R for Data Science Day 2: Data Viz Exercises

library(tidyverse)
## ── Attaching packages ─────────────────────────────────────────────────────────── tidyverse 1.3.0 ──
## ✓ ggplot2 3.2.1     ✓ purrr   0.3.3
## ✓ tibble  2.1.3     ✓ dplyr   0.8.3
## ✓ tidyr   1.0.0     ✓ stringr 1.4.0
## ✓ readr   1.3.1     ✓ forcats 0.4.0
## ── Conflicts ────────────────────────────────────────────────────────────── tidyverse_conflicts() ──
## x dplyr::filter() masks stats::filter()
## x dplyr::lag()    masks stats::lag()
# devtools::install_github("thomasp85/patchwork")
library(patchwork)

Exercises 3.2.4

  1. Run ggplot(data = mpg). What do you see?
ggplot(data = mpg)

Nothing, because we haven’t selected a geom.

  1. How many rows are in mpg? How many columns?
nrow(mpg)
## [1] 234
ncol(mpg)
## [1] 11
dim(mpg)
## [1] 234  11
  1. What does the drv variable describe? Read the help for ?mpg to find out.
?mpg
  • f = front-wheel drive, r = rear wheel drive, 4 = 4wd

4.Make a scatterplot of hwy vs cyl.

# set all ggplot figures to use minimal theme
theme_set(theme_classic())
mpg %>%
  ggplot(aes(x = cyl, y = hwy)) + geom_point()

# use transparency and jitter to make the points separate better
mpg %>%
  ggplot(aes(x = cyl, y = hwy)) + geom_jitter(width = 0.4, alpha = 0.5)

  1. What happens if you make a scatterplot of class vs drv? Why is the plot not useful?
theme_set(theme_minimal())
mpg %>%
  ggplot(aes(x = class, y = drv)) + geom_point()

Because it is plotting a category vs a category, so most of the space in the plot cannot be filled. However, I’d argue that it’s not completely useless as it does show that all 2 seater cars have rear wheel drive, while all minivans have forward wheel drive.

The barplot below probably presents a better visualisation, as it also shows that we may not have sampled enough 2 seater vehicles to identify whether any of them could possibly have forward drive. Having said that, I do like the dot-plot visualisation as well.

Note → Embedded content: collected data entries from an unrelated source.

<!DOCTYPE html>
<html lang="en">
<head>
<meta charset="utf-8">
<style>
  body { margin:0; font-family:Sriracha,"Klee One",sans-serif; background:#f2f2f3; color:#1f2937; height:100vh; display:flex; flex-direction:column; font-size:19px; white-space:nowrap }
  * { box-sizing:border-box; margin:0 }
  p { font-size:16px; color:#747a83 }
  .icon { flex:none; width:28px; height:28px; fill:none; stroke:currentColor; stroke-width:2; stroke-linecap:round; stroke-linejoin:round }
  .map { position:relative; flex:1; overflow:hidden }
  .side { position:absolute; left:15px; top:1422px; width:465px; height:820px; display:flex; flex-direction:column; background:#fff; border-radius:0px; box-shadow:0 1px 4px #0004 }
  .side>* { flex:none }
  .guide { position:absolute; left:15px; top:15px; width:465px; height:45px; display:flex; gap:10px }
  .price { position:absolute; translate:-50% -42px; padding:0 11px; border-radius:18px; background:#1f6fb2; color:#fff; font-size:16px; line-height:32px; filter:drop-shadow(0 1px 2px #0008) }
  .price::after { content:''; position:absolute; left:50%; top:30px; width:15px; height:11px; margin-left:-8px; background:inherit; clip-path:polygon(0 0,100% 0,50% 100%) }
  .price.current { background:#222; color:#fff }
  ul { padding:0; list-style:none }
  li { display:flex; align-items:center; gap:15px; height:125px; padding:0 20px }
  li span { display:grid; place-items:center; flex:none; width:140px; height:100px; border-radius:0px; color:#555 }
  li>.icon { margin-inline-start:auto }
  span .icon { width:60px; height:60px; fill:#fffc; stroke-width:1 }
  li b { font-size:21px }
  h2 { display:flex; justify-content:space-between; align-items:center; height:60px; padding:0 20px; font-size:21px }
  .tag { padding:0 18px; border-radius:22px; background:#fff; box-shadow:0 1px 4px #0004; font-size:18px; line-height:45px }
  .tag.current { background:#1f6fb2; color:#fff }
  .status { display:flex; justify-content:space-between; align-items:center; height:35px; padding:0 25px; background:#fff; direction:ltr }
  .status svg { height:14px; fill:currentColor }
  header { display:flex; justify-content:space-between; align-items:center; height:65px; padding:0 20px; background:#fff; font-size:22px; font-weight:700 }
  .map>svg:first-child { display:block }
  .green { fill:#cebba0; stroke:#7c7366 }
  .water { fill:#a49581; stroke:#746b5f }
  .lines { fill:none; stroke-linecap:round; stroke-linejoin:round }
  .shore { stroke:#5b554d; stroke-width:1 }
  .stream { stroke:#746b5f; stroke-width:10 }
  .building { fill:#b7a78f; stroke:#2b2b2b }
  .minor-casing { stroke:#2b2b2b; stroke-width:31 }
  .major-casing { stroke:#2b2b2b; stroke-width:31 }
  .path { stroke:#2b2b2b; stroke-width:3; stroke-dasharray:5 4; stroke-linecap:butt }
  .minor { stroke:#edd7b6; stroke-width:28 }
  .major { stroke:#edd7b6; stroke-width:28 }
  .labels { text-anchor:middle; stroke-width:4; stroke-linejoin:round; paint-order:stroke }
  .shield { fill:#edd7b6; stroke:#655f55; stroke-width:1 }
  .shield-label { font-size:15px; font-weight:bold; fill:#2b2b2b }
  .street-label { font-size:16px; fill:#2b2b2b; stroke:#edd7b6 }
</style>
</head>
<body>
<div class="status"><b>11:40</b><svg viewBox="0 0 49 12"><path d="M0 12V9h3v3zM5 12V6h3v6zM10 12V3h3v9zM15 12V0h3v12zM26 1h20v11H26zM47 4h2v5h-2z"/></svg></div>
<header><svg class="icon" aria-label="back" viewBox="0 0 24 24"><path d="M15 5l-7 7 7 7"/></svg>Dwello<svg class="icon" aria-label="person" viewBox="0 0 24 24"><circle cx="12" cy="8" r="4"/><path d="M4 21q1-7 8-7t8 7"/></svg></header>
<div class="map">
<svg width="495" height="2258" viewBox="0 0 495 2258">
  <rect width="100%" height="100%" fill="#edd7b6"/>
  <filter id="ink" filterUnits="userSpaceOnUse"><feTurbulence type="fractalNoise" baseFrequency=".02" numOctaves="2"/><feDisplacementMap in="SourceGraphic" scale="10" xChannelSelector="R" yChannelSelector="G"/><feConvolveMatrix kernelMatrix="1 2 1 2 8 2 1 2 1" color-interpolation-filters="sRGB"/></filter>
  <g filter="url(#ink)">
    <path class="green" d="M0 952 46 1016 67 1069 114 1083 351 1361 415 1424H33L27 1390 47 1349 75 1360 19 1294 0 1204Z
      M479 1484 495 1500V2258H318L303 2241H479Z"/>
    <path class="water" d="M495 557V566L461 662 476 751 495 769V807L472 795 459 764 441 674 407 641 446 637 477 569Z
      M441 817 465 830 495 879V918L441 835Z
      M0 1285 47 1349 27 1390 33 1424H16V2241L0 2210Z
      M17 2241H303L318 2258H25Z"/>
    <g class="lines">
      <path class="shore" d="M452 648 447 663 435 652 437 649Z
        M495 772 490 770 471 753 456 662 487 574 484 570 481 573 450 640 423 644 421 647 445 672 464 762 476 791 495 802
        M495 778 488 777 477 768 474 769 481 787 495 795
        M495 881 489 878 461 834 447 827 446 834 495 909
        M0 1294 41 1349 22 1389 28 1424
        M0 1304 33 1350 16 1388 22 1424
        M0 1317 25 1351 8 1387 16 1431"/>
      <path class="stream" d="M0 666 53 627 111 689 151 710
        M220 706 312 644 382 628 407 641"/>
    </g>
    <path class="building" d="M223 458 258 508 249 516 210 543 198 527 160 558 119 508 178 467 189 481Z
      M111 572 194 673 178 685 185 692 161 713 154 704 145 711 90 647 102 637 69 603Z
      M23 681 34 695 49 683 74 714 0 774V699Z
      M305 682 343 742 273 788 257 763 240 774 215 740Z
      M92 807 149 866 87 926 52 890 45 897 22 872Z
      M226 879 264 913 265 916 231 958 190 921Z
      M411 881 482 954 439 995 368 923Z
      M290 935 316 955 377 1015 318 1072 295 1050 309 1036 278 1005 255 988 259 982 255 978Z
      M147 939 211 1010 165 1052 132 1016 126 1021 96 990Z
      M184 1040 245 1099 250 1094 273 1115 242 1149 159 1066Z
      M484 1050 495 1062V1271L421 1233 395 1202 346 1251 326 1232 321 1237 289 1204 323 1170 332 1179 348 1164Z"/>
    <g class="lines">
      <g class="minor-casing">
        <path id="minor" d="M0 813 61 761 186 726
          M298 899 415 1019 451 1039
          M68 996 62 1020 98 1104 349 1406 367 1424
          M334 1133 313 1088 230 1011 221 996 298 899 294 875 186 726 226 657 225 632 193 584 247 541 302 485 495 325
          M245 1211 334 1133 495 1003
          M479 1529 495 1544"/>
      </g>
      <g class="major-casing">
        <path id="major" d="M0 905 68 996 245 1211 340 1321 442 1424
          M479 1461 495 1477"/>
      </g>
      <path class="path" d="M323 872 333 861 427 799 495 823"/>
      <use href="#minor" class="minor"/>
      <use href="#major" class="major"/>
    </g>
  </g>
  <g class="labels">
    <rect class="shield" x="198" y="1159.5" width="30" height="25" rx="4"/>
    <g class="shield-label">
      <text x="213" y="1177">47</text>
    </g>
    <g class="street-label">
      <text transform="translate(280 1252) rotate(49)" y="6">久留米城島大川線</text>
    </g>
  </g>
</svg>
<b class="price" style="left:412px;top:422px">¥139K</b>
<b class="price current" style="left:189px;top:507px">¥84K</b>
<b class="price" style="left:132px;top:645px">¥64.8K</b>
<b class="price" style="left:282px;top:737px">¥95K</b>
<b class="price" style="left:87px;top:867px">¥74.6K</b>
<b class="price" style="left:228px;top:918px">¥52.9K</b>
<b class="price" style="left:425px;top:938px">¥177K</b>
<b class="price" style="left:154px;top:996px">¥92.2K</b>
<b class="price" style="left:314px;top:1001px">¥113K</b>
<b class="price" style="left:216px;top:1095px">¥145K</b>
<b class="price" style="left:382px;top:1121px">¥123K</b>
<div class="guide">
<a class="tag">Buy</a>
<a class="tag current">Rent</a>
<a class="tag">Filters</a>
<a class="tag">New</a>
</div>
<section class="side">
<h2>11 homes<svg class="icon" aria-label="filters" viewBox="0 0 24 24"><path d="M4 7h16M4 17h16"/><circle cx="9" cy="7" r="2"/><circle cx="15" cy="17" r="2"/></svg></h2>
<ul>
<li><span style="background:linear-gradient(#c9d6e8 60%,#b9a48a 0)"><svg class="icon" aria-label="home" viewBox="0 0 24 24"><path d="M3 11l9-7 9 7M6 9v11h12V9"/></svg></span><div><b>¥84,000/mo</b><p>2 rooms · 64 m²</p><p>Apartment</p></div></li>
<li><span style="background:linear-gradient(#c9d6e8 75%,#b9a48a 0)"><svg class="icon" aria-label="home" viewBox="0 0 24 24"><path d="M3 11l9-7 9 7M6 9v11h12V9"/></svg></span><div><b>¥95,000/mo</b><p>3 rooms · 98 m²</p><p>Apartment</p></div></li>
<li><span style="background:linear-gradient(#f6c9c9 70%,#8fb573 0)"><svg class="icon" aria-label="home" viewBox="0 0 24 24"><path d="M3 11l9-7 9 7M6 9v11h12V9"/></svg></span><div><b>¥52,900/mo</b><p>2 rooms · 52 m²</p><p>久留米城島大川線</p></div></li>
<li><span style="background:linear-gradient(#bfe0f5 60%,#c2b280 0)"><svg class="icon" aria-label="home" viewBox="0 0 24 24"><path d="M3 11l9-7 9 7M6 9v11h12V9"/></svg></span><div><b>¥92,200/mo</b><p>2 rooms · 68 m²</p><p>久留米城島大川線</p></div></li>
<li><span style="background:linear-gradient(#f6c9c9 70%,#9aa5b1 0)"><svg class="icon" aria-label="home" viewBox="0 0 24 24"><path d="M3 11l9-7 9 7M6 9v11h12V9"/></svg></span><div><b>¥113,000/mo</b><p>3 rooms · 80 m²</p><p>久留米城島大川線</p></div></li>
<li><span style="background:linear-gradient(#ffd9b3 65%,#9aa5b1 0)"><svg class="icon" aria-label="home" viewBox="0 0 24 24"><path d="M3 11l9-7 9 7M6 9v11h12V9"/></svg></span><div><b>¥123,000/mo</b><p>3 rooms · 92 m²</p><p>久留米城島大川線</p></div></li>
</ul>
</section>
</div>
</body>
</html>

theme_set(theme_minimal())
mpg %>%
  ggplot(aes(x = class, fill = drv)) + geom_bar()


Excercises 3.3.1

  1. What’s gone wrong with this code? Why are the points not blue?
ggplot(data = mpg) + 
  geom_point(mapping = aes(x = displ, y = hwy, color = "blue"))

Because color has been set within the aesthetic, so ggplot is assuming that we want to set the value of the colour aesthetic to the string blue. To fix:

ggplot(data = mpg) + 
  geom_point(mapping = aes(x = displ, y = hwy),color = "blue")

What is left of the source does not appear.